The trial balloon floated earlier on Wednesday by Gov. Andrew Cuomo to allow fans to attend the first playoff game of the Buffalo Bills this year may or may not sink like a lead weight. 

But the outline of the plan by the governor offered a big-picture glimpse at what 2021 could look as the pandemic continues, a vaccine rollout chugs along and policymakers work to keep the economy open. 

"Here's the challenge: You have an economy that is basically shut down," Cuomo said a news conference. "You are battling the COVID rate daily. The weapon that wins the war is the vaccination. The vaccination will take months."

Cuomo has pledged (and wagered) a broad shutdown of the economy statewide won't happen, even as the COVID positive rate has reached more than 5% statewide and hospitalizations are nearing 7,000 patients. 

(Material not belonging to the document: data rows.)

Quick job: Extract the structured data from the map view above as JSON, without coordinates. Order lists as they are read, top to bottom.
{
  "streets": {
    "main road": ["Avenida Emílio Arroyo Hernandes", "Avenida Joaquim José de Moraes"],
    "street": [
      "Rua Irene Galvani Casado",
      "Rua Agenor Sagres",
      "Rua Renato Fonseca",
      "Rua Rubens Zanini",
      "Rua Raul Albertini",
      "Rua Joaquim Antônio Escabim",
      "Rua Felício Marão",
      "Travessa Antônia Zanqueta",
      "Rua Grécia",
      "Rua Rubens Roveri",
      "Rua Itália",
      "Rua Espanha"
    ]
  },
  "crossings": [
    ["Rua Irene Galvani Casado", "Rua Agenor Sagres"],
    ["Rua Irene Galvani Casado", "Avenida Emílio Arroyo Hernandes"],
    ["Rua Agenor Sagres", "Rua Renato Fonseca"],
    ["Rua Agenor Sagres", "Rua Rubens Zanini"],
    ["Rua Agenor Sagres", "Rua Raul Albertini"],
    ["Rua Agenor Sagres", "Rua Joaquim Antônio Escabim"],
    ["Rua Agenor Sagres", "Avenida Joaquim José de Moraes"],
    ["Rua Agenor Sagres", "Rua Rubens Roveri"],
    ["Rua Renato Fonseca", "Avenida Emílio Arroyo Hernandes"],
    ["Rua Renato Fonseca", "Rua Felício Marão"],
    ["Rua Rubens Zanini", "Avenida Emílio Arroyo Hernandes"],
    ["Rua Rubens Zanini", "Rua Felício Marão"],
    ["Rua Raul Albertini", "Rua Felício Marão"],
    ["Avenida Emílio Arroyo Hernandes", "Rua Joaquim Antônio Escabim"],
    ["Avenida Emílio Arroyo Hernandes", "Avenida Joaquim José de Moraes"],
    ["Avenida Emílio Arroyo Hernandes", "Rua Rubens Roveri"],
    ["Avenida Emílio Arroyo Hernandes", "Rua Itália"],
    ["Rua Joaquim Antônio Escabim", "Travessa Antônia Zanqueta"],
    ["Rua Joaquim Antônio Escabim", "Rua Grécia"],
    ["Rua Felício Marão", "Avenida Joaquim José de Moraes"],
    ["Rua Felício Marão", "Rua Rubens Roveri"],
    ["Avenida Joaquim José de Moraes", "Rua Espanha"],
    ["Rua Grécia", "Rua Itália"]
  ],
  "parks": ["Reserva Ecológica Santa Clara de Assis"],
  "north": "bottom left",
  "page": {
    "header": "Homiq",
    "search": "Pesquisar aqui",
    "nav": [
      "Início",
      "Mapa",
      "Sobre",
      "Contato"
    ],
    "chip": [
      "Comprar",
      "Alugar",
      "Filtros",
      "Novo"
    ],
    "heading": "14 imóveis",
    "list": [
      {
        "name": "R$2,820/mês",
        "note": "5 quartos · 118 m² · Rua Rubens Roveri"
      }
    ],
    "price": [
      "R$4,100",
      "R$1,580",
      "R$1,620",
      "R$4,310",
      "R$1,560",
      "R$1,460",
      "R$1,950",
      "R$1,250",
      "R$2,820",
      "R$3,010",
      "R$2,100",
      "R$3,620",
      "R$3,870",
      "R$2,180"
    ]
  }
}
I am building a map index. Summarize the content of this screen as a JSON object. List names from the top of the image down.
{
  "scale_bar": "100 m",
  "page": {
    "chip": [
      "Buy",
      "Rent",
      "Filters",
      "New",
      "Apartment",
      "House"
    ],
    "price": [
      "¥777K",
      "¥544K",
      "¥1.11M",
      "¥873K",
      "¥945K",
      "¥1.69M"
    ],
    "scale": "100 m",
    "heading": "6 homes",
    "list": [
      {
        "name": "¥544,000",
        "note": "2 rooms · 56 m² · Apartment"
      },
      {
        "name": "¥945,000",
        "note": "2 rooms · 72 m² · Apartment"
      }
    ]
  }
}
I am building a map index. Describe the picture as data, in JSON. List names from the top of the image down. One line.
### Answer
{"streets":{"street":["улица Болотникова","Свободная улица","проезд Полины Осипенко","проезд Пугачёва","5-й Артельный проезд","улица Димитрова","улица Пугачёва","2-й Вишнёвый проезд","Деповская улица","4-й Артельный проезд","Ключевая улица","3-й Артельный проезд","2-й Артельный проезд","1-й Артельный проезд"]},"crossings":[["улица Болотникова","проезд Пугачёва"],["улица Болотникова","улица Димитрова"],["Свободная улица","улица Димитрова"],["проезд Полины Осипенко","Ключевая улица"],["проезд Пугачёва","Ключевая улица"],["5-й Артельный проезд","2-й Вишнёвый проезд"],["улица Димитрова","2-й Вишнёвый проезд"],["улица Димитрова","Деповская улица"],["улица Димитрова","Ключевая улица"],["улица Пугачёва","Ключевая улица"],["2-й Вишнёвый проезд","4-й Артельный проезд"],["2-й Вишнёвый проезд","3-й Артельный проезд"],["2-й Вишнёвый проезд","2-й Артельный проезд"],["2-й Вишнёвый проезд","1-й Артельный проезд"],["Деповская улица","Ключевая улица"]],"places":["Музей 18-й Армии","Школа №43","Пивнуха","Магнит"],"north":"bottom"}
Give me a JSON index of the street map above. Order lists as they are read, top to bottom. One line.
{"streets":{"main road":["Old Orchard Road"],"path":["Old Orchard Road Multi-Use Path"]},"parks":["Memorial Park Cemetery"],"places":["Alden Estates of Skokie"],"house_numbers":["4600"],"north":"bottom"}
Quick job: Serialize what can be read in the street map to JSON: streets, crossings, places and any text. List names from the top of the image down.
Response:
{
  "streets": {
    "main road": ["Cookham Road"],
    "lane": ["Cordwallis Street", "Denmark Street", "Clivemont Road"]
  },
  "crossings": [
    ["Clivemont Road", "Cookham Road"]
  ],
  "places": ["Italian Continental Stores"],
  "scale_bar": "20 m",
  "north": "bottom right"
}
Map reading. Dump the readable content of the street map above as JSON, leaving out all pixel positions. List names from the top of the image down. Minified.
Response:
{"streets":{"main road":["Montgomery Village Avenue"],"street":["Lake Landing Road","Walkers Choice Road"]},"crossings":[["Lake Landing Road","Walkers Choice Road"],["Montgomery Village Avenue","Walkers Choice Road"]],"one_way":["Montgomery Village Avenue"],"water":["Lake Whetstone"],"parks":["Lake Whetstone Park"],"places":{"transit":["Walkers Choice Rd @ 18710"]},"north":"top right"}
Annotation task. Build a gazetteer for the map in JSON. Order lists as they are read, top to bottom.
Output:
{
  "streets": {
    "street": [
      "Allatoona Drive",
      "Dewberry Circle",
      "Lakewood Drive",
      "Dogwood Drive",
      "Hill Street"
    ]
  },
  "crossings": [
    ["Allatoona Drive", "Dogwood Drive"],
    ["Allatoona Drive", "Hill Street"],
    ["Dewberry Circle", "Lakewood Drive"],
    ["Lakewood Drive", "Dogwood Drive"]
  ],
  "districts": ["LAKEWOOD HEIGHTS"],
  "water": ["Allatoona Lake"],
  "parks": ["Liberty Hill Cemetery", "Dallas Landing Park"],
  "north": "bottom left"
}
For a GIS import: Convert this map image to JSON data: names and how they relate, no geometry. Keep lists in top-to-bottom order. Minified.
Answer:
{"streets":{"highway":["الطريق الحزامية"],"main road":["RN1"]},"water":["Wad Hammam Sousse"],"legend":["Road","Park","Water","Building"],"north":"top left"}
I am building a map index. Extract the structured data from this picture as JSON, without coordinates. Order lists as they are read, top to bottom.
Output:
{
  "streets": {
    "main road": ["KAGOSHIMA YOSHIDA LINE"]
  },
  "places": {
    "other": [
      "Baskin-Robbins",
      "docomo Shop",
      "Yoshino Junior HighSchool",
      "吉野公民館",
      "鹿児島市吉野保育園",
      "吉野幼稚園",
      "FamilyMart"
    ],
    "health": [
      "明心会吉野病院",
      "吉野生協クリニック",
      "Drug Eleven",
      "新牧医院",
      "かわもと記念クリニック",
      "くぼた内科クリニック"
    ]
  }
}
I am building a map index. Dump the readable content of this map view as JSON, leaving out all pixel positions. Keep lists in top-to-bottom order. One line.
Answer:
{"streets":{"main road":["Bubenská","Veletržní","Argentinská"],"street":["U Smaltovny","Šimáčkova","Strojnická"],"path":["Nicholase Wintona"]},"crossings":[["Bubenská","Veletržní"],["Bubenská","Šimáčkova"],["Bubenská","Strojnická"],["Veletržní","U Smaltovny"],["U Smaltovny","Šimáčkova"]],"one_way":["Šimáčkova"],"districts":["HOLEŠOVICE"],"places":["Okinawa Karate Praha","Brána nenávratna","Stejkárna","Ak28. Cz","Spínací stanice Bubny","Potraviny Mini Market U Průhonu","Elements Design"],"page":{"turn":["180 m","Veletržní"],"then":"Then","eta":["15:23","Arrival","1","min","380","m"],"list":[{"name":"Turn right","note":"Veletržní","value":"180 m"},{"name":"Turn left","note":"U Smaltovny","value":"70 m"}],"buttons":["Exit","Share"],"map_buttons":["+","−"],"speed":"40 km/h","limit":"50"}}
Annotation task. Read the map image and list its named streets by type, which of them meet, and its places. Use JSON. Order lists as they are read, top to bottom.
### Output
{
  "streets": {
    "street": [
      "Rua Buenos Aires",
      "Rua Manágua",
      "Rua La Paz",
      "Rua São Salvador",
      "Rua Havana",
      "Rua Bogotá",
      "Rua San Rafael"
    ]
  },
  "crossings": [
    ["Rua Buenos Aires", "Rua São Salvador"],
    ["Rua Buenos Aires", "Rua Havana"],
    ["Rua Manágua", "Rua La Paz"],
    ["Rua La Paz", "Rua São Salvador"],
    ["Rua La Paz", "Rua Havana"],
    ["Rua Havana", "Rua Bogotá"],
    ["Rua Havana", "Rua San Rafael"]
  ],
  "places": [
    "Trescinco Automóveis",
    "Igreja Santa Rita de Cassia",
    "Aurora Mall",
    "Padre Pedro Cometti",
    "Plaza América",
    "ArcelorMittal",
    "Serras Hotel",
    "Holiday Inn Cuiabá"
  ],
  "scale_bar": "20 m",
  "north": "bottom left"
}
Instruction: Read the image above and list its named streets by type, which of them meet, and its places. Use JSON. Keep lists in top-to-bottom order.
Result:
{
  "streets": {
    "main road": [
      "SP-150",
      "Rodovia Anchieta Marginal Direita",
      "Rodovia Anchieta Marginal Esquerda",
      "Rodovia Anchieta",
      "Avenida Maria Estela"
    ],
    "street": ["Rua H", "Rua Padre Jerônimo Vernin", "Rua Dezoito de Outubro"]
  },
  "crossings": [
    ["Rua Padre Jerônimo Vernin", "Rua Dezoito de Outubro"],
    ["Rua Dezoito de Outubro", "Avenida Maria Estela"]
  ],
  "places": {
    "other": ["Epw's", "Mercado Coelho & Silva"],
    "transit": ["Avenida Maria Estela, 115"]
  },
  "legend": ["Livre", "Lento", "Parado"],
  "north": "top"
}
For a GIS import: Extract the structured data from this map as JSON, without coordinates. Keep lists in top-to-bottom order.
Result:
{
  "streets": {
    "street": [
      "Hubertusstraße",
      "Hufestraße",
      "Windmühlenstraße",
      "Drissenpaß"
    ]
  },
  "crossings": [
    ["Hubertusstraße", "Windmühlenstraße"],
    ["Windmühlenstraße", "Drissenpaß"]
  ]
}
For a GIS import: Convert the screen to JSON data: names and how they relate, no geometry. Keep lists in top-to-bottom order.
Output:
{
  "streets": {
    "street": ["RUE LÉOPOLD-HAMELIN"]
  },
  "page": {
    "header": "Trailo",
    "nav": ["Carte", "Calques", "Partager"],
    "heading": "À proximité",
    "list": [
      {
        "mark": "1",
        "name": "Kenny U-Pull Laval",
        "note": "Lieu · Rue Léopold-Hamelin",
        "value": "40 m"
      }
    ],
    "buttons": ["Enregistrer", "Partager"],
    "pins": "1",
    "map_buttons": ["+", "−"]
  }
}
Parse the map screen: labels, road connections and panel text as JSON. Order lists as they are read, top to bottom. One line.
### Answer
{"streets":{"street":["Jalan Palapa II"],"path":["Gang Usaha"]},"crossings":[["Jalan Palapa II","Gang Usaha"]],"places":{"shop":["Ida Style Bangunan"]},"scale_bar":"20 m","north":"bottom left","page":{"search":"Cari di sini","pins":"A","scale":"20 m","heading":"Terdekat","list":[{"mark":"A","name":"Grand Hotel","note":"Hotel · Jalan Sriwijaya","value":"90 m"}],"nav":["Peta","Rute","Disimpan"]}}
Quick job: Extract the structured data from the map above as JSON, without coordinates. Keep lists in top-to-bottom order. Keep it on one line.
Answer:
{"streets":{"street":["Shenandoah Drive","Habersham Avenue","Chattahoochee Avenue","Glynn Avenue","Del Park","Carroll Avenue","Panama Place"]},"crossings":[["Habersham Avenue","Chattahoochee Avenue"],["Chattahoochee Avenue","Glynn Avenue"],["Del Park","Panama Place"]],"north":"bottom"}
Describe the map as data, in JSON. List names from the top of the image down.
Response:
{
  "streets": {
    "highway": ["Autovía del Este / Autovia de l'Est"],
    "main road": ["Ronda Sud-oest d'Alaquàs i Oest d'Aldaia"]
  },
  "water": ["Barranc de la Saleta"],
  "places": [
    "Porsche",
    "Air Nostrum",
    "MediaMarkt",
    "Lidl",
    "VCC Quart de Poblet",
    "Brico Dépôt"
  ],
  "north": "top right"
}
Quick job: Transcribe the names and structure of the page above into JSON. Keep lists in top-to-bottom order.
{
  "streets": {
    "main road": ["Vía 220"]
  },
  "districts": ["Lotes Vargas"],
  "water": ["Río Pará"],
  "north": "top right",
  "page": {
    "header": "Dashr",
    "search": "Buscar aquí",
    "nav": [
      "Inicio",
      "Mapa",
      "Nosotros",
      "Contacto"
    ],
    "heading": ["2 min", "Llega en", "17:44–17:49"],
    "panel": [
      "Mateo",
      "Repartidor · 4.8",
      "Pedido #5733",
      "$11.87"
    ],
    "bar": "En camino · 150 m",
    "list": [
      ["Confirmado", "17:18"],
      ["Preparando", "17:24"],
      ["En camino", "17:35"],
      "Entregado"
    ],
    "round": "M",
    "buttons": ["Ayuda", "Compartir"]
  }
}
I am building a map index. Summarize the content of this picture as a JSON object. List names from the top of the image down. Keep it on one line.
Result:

In place of the springtime hammer that was the New York "pause" of earlier this year, the state has instead settled on limited openings for public gathering spaces and schools. Indoor dining has ended in New York City and has been further restricted elsewhere in the state. 

Live music concerts have been postponed; major sports teams are playing in empty stadiums. What's the point, Cuomo wondered on Wednesday, for people to live in a city if they can't enjoy the in-person amenities?

"People couldn't sustain it," Cuomo said of another closure. "Forget the numbers, psychologically you couldn't sustain it."

New York's economy has clearly suffered this year. Unemployment is above 8%, a recovery from the double-digit rate earlier this year, but still more than double what it was a year ago. 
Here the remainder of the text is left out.